The University of Minnesota Medical School is rushing to rework an elective on value‑based care after students, faculty and alumni sounded the alarm that a corporate partner had far too much sway in the classroom. The four‑week pilot sent students to UnitedHealth/Optum facilities and featured sessions led by company executives, which several participants said came off as one‑sided. Within weeks, organizers and petitioners mobilized and pushed administrators to overhaul the syllabus.

In a statement to the Star Tribune, the university said instructors are "refining the content to focus more broadly on health system science, including value‑based care." The school also told the paper it will continue to consider input from UnitedHealth Group as the course is revised.

Course Structure And Origins

A November case study in NEJM Catalyst described the four‑week "Leadership and Value" elective as a university–industry pilot that paired company presentations with campus debriefs. According to the authors, nine fourth‑year students enrolled in the first run of the class, and UnitedHealth covered some faculty costs as part of the collaboration. That joint setup, with corporate sessions followed by faculty reflection, is now at the center of questions about balance and academic independence.

Student Critics Say It Felt Like Propaganda

Dr. Allison Leopold, a 2025 graduate who took the elective, wrote that the experience felt like "an onslaught of UnitedHealth corporate propaganda," arguing that most of the critical learning happened only when students pushed back during Q&A, per her January essay. Her piece in the newsletter HEALTH CARE un‑covered helped focus campus concern and bring wider attention to how the elective was structured.
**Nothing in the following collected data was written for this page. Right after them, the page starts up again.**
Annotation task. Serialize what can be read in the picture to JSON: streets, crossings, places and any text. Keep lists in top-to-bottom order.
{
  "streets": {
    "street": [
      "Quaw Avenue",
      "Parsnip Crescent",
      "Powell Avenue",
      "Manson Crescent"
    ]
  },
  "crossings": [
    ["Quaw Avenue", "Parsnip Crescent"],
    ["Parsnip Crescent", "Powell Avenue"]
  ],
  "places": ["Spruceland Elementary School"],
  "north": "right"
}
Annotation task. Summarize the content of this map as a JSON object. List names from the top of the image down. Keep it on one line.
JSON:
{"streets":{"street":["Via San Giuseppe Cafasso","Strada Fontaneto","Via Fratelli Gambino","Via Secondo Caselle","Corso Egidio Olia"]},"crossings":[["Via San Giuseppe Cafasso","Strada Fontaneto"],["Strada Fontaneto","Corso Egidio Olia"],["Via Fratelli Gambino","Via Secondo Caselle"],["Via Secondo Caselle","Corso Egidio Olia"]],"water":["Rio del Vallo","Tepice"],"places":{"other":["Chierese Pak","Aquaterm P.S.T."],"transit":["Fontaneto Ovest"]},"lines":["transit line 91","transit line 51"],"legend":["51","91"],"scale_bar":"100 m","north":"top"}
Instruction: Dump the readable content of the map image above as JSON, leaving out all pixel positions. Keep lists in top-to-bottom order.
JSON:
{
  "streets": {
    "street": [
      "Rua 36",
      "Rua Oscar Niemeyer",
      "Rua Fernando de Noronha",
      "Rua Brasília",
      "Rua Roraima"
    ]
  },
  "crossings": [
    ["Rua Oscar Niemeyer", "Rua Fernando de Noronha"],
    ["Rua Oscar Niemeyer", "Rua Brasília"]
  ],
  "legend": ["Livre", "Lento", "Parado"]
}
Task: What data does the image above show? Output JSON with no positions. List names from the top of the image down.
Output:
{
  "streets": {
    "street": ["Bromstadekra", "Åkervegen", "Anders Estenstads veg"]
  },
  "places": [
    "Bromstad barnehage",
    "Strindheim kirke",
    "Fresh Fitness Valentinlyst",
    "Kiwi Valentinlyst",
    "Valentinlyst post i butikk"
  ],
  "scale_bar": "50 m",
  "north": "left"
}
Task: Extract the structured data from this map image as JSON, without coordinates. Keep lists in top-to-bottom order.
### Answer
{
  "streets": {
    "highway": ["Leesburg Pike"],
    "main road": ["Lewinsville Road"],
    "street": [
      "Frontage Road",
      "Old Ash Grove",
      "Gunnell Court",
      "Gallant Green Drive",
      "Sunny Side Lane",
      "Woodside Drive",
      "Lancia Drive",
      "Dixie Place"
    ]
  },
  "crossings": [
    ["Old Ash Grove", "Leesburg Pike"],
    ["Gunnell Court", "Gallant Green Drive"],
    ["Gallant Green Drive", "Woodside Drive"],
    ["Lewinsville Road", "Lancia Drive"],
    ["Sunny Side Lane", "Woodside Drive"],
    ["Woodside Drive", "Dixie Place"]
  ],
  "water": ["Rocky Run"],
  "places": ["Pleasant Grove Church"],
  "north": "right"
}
Administration Response And A New Elective

After criticism mounted, the university held a December listening session. A student‑led petition that gathered more than 400 signatures followed, and administrators later told the Star Tribune that a replacement elective scheduled for next fall will be "fundamentally different." Students were "explicitly told" it would not include sessions led or run by UnitedHealth, according to a petition organizer quoted by the paper. The Star Tribune also reported that UnitedHealth and its subsidiaries have given gifts to the University of Minnesota Foundation totaling between $250,000 and $500,000 since 2024, a detail critics pointed to in raising concerns about corporate influence. Student organizers say they plan to keep pressing for transparent, faculty‑driven control over instructional content.

Why The Partnership Matters

The dispute comes as UnitedHealth faces broader scrutiny from lawsuits, investor actions and government inquiries. News outlets have reported a Department of Justice probe into Medicare Advantage billing practices, a backdrop that has heightened campus sensitivity about industry‑led instruction. Coverage of the federal inquiries and related reporting has appeared in outlets including Al Jazeera and other international and financial publications. That larger context has turned decisions about how to teach health‑system finance and leadership into a high‑stakes debate for students and faculty in Minnesota and beyond.

Administrators say they will continue to take student feedback as they finalize the revised syllabus, and the replacement elective is slated for next fall. For now, the controversy has sharpened campus conversations about academic independence, donor influence and what practical training in value‑based care should look like for future physicians.